[LISTED ENTRIES — start]
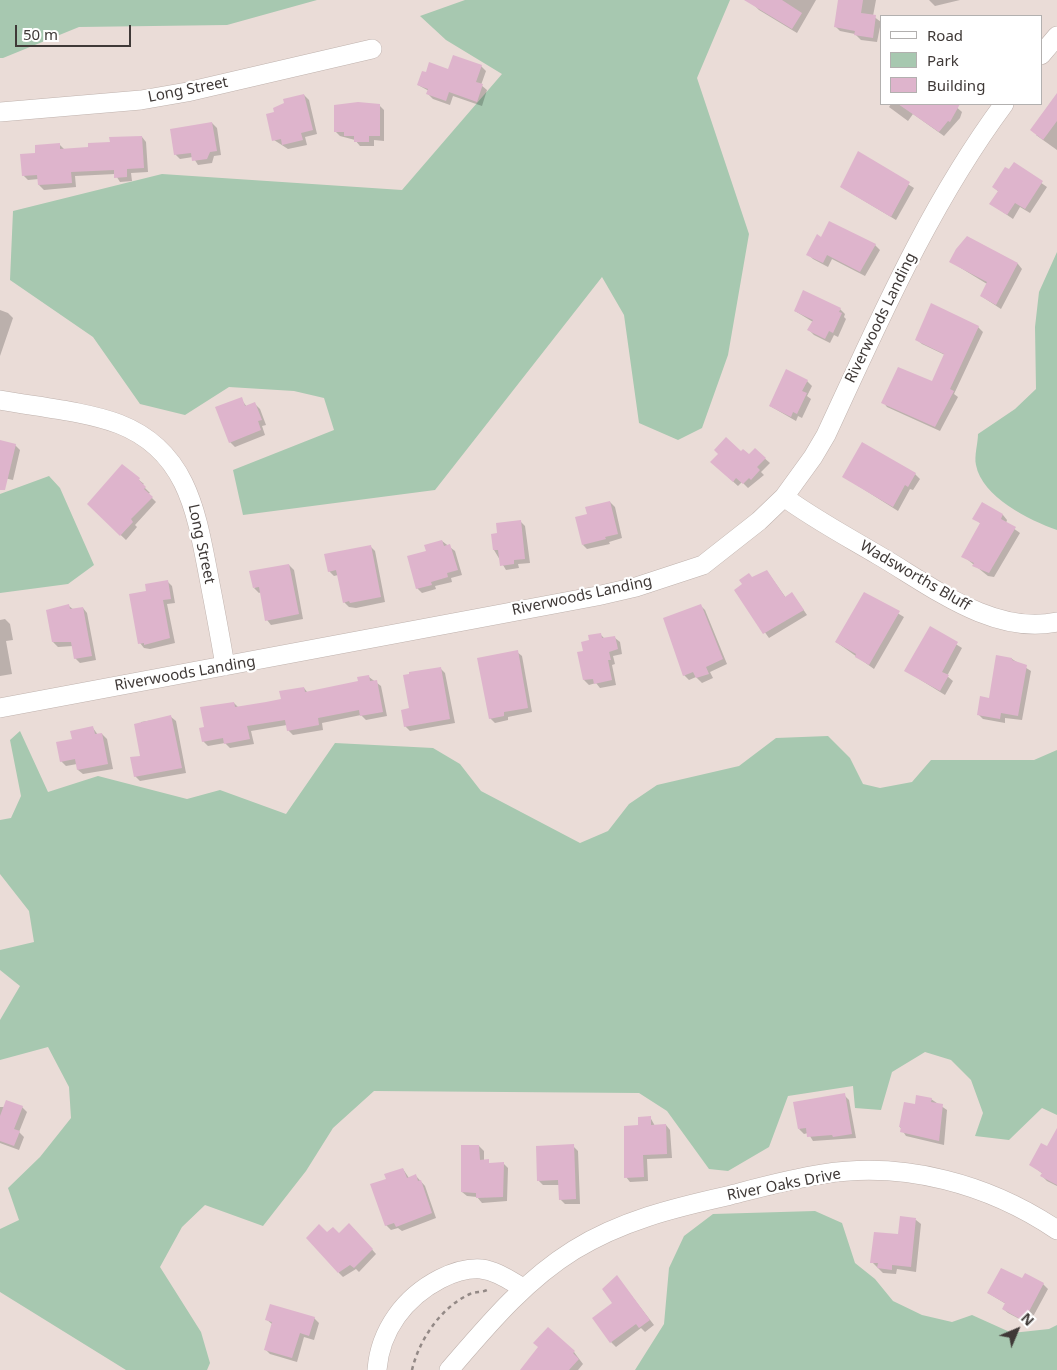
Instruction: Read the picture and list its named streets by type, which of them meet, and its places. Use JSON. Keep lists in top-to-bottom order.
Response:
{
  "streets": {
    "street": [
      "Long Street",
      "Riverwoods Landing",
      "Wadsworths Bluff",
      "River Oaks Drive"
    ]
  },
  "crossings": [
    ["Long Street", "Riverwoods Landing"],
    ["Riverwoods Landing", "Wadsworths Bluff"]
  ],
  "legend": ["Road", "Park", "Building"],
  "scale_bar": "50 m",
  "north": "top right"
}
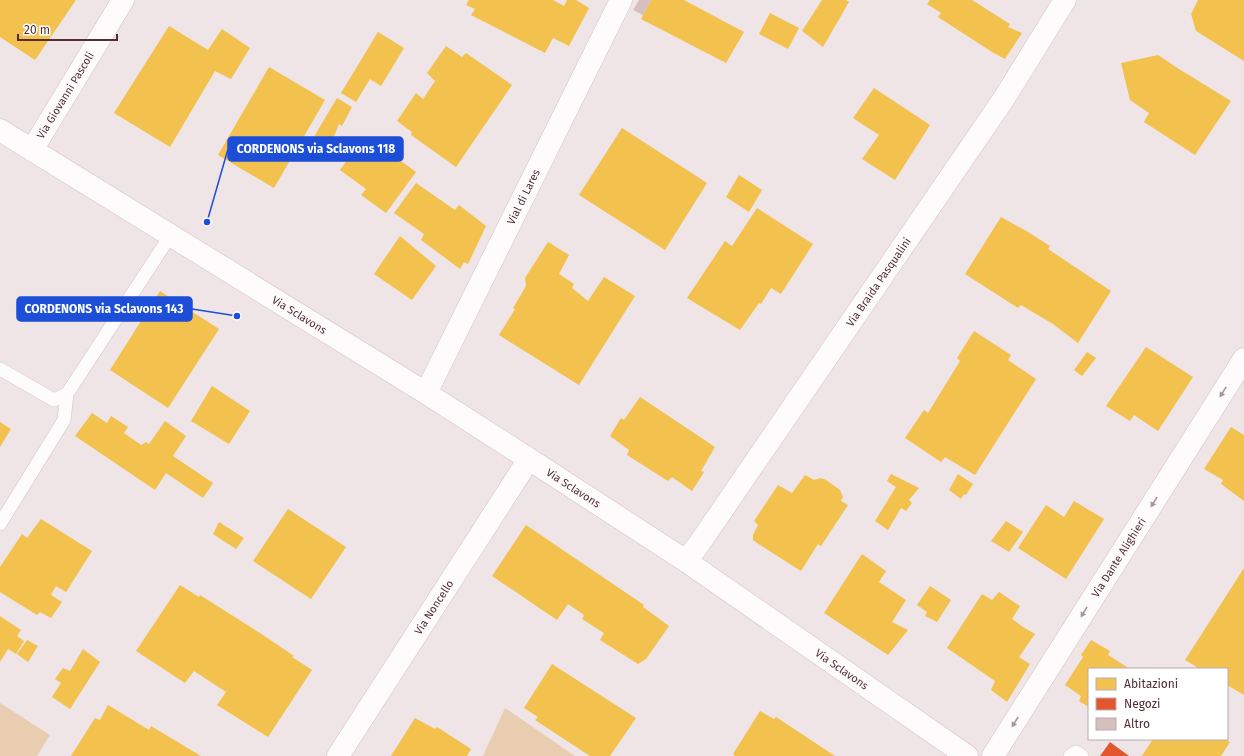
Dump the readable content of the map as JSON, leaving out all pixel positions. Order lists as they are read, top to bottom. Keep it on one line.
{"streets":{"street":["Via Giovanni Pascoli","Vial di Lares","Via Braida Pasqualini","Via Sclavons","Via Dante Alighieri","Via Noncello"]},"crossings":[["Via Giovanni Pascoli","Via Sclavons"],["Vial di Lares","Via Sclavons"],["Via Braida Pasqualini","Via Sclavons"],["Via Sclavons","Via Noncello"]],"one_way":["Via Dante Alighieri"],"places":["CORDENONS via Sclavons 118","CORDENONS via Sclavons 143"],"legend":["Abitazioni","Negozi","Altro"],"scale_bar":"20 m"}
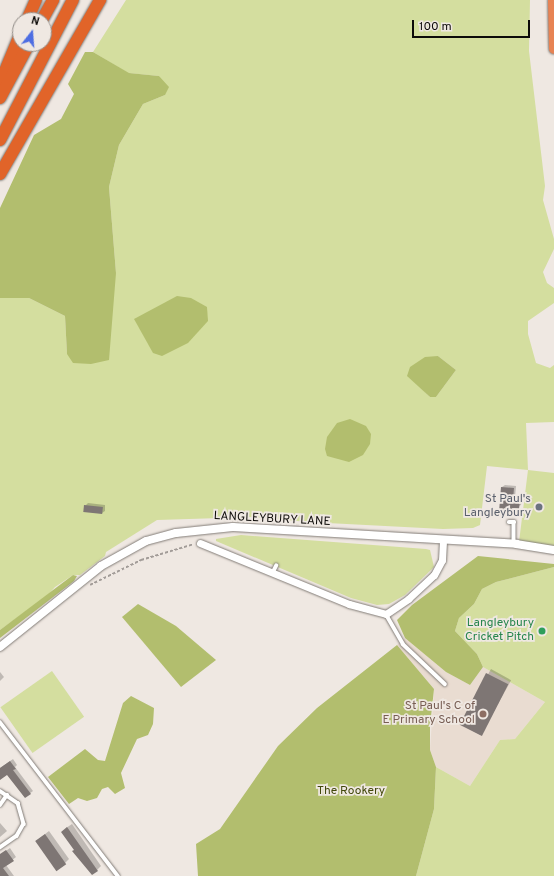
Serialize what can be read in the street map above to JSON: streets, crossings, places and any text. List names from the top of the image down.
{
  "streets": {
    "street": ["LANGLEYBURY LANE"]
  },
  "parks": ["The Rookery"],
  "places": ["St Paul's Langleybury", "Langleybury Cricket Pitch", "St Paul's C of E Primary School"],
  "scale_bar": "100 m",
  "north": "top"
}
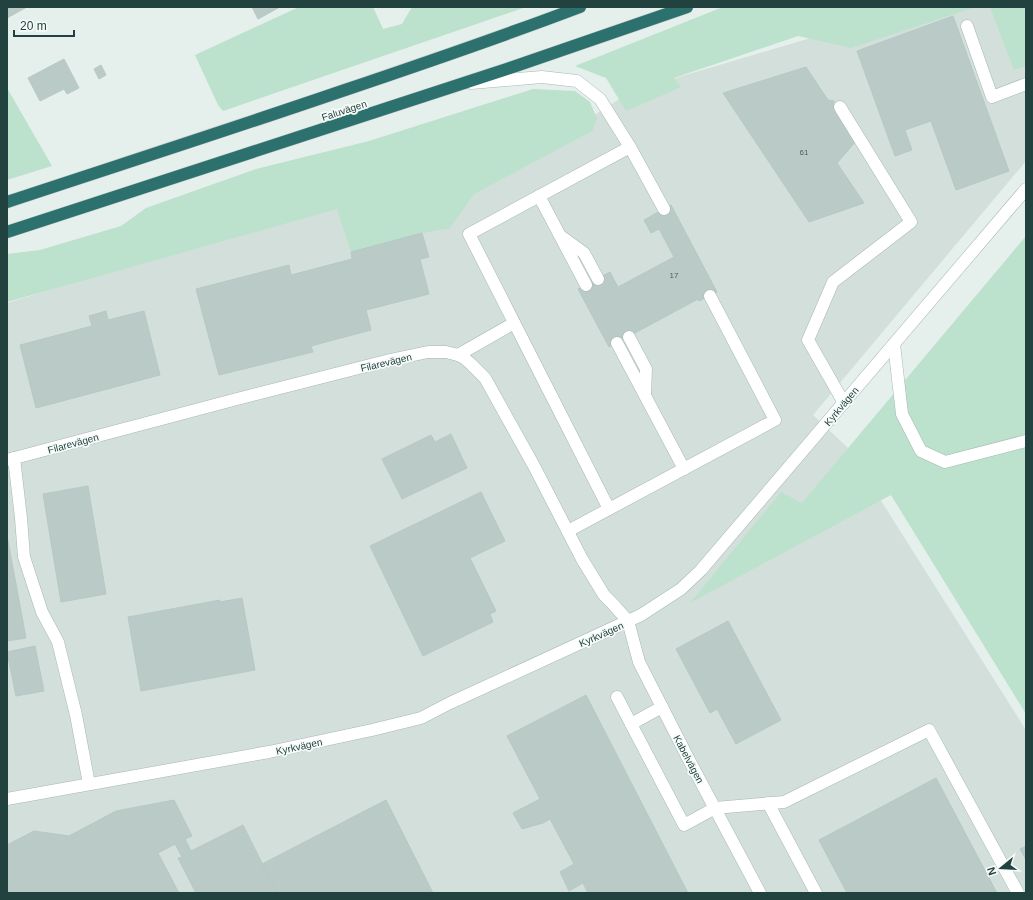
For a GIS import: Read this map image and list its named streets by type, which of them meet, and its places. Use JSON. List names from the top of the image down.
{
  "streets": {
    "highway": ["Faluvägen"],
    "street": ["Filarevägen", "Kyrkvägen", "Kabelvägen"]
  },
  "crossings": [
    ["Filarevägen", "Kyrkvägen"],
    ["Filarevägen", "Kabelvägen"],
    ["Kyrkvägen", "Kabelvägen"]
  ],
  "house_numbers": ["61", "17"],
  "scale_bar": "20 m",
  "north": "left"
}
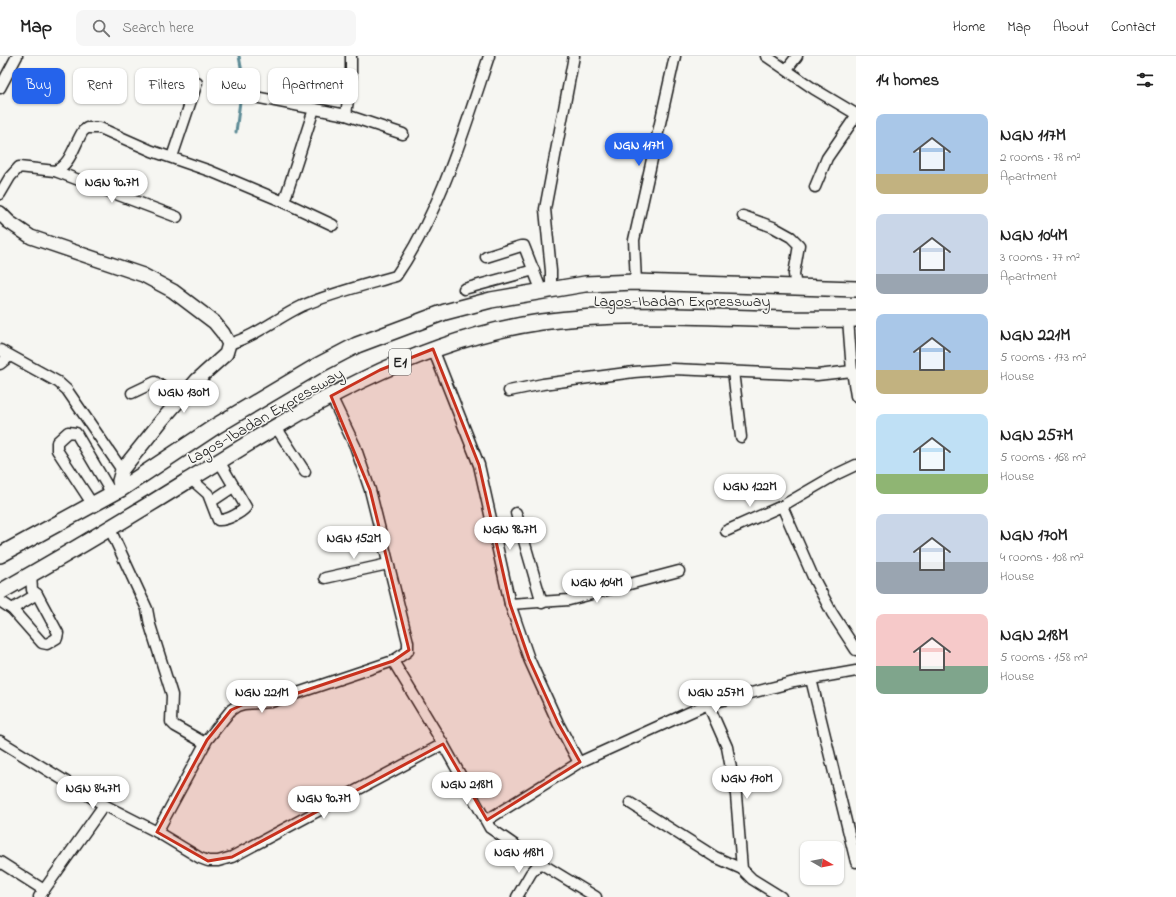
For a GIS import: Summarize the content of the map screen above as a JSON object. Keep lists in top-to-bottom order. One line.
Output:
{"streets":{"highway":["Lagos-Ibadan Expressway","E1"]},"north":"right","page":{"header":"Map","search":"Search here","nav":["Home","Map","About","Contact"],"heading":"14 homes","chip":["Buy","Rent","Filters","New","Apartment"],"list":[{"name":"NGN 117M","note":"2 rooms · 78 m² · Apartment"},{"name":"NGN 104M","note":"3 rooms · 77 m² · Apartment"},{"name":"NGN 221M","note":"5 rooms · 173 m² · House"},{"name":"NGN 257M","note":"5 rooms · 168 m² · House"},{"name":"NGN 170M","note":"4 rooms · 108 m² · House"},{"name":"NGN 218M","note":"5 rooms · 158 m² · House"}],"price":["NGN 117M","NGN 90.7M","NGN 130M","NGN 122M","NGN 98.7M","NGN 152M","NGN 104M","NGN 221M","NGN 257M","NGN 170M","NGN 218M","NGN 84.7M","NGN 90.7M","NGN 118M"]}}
[LISTED ENTRIES — finish]
• _WHAT YOU ARE ASKED TO DO_: The whole listing above is to be printed again exactly; pictures stay out of it.

• _REPLY TO THE TASK_:
Instruction: Read the picture and list its named streets by type, which of them meet, and its places. Use JSON. Keep lists in top-to-bottom order.
Response:
{
  "streets": {
    "street": [
      "Long Street",
      "Riverwoods Landing",
      "Wadsworths Bluff",
      "River Oaks Drive"
    ]
  },
  "crossings": [
    ["Long Street", "Riverwoods Landing"],
    ["Riverwoods Landing", "Wadsworths Bluff"]
  ],
  "legend": ["Road", "Park", "Building"],
  "scale_bar": "50 m",
  "north": "top right"
}
Dump the readable content of the map as JSON, leaving out all pixel positions. Order lists as they are read, top to bottom. Keep it on one line.
{"streets":{"street":["Via Giovanni Pascoli","Vial di Lares","Via Braida Pasqualini","Via Sclavons","Via Dante Alighieri","Via Noncello"]},"crossings":[["Via Giovanni Pascoli","Via Sclavons"],["Vial di Lares","Via Sclavons"],["Via Braida Pasqualini","Via Sclavons"],["Via Sclavons","Via Noncello"]],"one_way":["Via Dante Alighieri"],"places":["CORDENONS via Sclavons 118","CORDENONS via Sclavons 143"],"legend":["Abitazioni","Negozi","Altro"],"scale_bar":"20 m"}
Serialize what can be read in the street map above to JSON: streets, crossings, places and any text. List names from the top of the image down.
{
  "streets": {
    "street": ["LANGLEYBURY LANE"]
  },
  "parks": ["The Rookery"],
  "places": ["St Paul's Langleybury", "Langleybury Cricket Pitch", "St Paul's C of E Primary School"],
  "scale_bar": "100 m",
  "north": "top"
}
For a GIS import: Read this map image and list its named streets by type, which of them meet, and its places. Use JSON. List names from the top of the image down.
{
  "streets": {
    "highway": ["Faluvägen"],
    "street": ["Filarevägen", "Kyrkvägen", "Kabelvägen"]
  },
  "crossings": [
    ["Filarevägen", "Kyrkvägen"],
    ["Filarevägen", "Kabelvägen"],
    ["Kyrkvägen", "Kabelvägen"]
  ],
  "house_numbers": ["61", "17"],
  "scale_bar": "20 m",
  "north": "left"
}
For a GIS import: Summarize the content of the map screen above as a JSON object. Keep lists in top-to-bottom order. One line.
Output:
{"streets":{"highway":["Lagos-Ibadan Expressway","E1"]},"north":"right","page":{"header":"Map","search":"Search here","nav":["Home","Map","About","Contact"],"heading":"14 homes","chip":["Buy","Rent","Filters","New","Apartment"],"list":[{"name":"NGN 117M","note":"2 rooms · 78 m² · Apartment"},{"name":"NGN 104M","note":"3 rooms · 77 m² · Apartment"},{"name":"NGN 221M","note":"5 rooms · 173 m² · House"},{"name":"NGN 257M","note":"5 rooms · 168 m² · House"},{"name":"NGN 170M","note":"4 rooms · 108 m² · House"},{"name":"NGN 218M","note":"5 rooms · 158 m² · House"}],"price":["NGN 117M","NGN 90.7M","NGN 130M","NGN 122M","NGN 98.7M","NGN 152M","NGN 104M","NGN 221M","NGN 257M","NGN 170M","NGN 218M","NGN 84.7M","NGN 90.7M","NGN 118M"]}}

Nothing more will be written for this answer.